Pensativo, caminhava pelo paredão, como se quisesse recolher naqueles pensamentos a solução para os seus problemas, como se o ar do mar e o vento lhe pudessem limpar todas as sismas que lhe faziam sentir-se pesado, sem vontade para continuar a vida que tinha agora.

Desde aquele dia que a sua vida se tinha transformado num vazio.

A morte repentina da mulher fê-lo repensar toda a sua existência, toda a sua relação familiar e social.

Encontrava-se agora num período de experiência, de transição.

A sua casa não é a mesma, as coisas não estão nos lugares onde a Maria religiosamente as colocava durante 45 anos de casamento, a roupa lavada e passada a ferro já não tinha o mesmo tratamento, o mesmo cheiro.

Os risos e choros tinham abandonado de vez aquela morada, nem ele conseguia devolver o choro à casa, tinham-se-lhe secado as lágrimas pelo sal do mar.

Passava um mês desde que Maria morreu, um mês que mais parece uma eternidade, uma enorme eternidade.
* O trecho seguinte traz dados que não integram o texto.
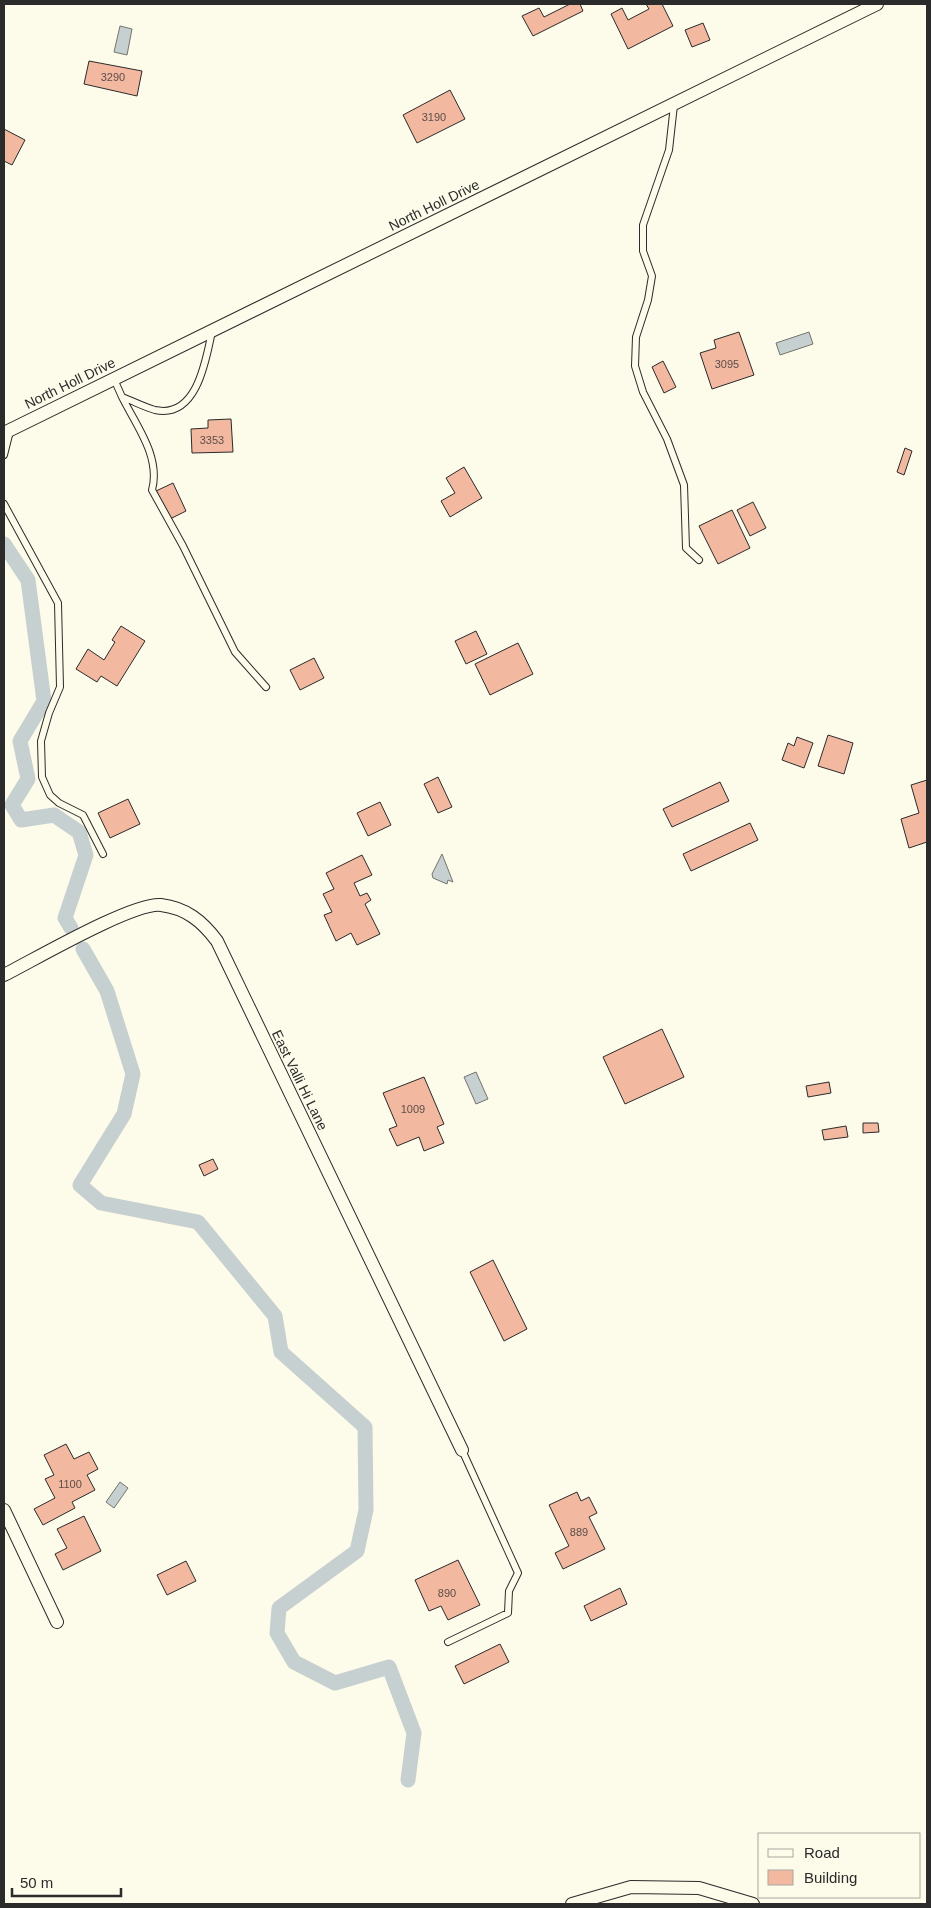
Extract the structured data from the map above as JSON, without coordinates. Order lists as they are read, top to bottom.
{
  "streets": {
    "street": ["North Holl Drive", "East Valli Hi Lane"]
  },
  "house_numbers": [
    "3290",
    "3190",
    "3095",
    "3353",
    "1009",
    "1100",
    "889",
    "890"
  ],
  "legend": ["Road", "Building"],
  "scale_bar": "50 m"
}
Os dias não passam, a vida não lhe sorri, as noites são frias na cama, sozinho tudo é frio, até os seus pensamentos e recordações são frios, apenas as fotografias e as roupas da Maria lhe aquecem ainda um pouco o coração e a alma.

Abandonar a sua casa nunca lhe tinha passado pela cabeça, nem pensar, a casa onde casou, onde viveu todos aqueles anos com a Maria, local de alegrias de tristezas de confidências, isso não ia querer, ou antes achava que este pensamento só lhe vinha à cabeça por não ter nada para fazer e, por outro lado, por não ter ninguém com quem conversar.

Os filhos tinham a sua vida, viviam na mesma terra que ele, mas nunca, desde a morte da mãe, o convidaram para ir viver com eles. Ele também não queria isso, casamento apartamento, apenas reclama uma visita de vez em quando, um convite para um almoço ou mesmo um lanche.

Não tem netos, era um gosto que tinha e uma esperança que acalentava, talvez a sua vida tivesse mais um sentido mais um rumo.

Mas não pode esperar pelo futuro e pela vontade dos filhos, resta-lhe apenas esperar que o tempo seja o suficiente para os ver. 

Resta-lhe apenas esperar que a morte, calma e lentamente, lhe invada o espaço que hoje habita e o leve serenamente para junto da sua Maria.